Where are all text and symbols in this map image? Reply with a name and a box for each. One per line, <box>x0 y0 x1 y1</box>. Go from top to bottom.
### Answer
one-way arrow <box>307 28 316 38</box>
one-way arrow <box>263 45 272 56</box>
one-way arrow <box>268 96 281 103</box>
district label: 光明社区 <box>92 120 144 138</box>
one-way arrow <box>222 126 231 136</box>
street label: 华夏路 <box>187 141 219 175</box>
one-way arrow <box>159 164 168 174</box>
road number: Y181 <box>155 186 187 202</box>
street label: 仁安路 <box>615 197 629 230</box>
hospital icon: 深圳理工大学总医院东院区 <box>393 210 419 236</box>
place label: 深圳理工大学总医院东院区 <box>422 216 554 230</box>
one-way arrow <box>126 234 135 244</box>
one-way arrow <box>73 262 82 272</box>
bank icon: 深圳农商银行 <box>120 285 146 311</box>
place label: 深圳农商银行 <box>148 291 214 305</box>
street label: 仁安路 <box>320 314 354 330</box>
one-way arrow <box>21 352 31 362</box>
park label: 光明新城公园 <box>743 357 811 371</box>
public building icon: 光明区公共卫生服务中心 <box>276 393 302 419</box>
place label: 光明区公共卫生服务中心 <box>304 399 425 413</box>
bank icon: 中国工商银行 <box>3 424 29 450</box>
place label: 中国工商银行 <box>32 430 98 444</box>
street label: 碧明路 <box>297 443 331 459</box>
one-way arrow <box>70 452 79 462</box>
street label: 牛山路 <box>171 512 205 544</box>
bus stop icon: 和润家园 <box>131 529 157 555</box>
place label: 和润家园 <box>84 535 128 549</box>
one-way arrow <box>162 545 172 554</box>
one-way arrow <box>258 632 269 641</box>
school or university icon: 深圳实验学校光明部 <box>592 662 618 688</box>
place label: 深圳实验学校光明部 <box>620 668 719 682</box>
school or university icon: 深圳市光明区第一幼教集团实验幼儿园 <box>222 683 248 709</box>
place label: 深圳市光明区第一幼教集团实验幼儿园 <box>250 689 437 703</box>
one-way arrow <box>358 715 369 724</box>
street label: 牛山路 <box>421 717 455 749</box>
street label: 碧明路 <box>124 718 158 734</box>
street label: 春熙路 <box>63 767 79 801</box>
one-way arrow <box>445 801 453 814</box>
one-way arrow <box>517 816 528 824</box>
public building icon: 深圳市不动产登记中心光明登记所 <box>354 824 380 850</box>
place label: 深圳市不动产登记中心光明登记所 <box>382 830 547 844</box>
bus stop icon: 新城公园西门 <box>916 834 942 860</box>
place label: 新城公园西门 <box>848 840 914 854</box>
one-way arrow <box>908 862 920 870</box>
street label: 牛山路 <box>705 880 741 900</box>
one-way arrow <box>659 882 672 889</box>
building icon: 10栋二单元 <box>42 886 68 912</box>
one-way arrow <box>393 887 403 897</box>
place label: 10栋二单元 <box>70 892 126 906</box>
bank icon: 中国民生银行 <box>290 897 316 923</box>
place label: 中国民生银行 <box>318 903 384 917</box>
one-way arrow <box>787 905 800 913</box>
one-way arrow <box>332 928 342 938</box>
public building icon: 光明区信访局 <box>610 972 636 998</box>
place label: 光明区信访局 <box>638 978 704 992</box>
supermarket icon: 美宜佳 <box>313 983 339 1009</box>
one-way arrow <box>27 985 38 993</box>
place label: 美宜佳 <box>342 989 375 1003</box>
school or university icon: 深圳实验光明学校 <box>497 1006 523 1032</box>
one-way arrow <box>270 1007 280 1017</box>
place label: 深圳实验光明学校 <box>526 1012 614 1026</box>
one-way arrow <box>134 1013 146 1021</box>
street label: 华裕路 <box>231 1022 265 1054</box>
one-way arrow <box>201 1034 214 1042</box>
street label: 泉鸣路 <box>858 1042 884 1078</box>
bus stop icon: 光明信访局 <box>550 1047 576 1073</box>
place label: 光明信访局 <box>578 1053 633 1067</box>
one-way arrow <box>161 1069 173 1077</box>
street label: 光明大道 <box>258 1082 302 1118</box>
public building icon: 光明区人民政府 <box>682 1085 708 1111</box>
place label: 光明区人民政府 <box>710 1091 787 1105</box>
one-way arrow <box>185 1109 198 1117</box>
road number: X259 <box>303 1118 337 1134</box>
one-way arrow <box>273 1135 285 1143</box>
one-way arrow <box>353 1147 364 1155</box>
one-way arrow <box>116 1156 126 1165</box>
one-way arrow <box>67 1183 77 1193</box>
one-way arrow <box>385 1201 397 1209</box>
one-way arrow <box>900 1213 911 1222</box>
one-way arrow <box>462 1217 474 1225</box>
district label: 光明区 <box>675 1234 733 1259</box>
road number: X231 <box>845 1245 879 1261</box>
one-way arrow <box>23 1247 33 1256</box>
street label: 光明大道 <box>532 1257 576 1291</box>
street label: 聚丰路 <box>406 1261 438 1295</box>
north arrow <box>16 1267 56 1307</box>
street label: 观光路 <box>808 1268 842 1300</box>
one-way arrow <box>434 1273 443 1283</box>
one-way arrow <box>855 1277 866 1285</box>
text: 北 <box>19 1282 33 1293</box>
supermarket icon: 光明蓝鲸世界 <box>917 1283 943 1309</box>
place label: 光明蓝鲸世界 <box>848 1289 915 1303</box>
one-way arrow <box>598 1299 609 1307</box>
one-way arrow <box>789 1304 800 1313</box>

= What you should do =
Copy out every line above where "深圳理工大学总医院东院区" is present.

= Response =
hospital icon: 深圳理工大学总医院东院区 <box>393 210 419 236</box>
place label: 深圳理工大学总医院东院区 <box>422 216 554 230</box>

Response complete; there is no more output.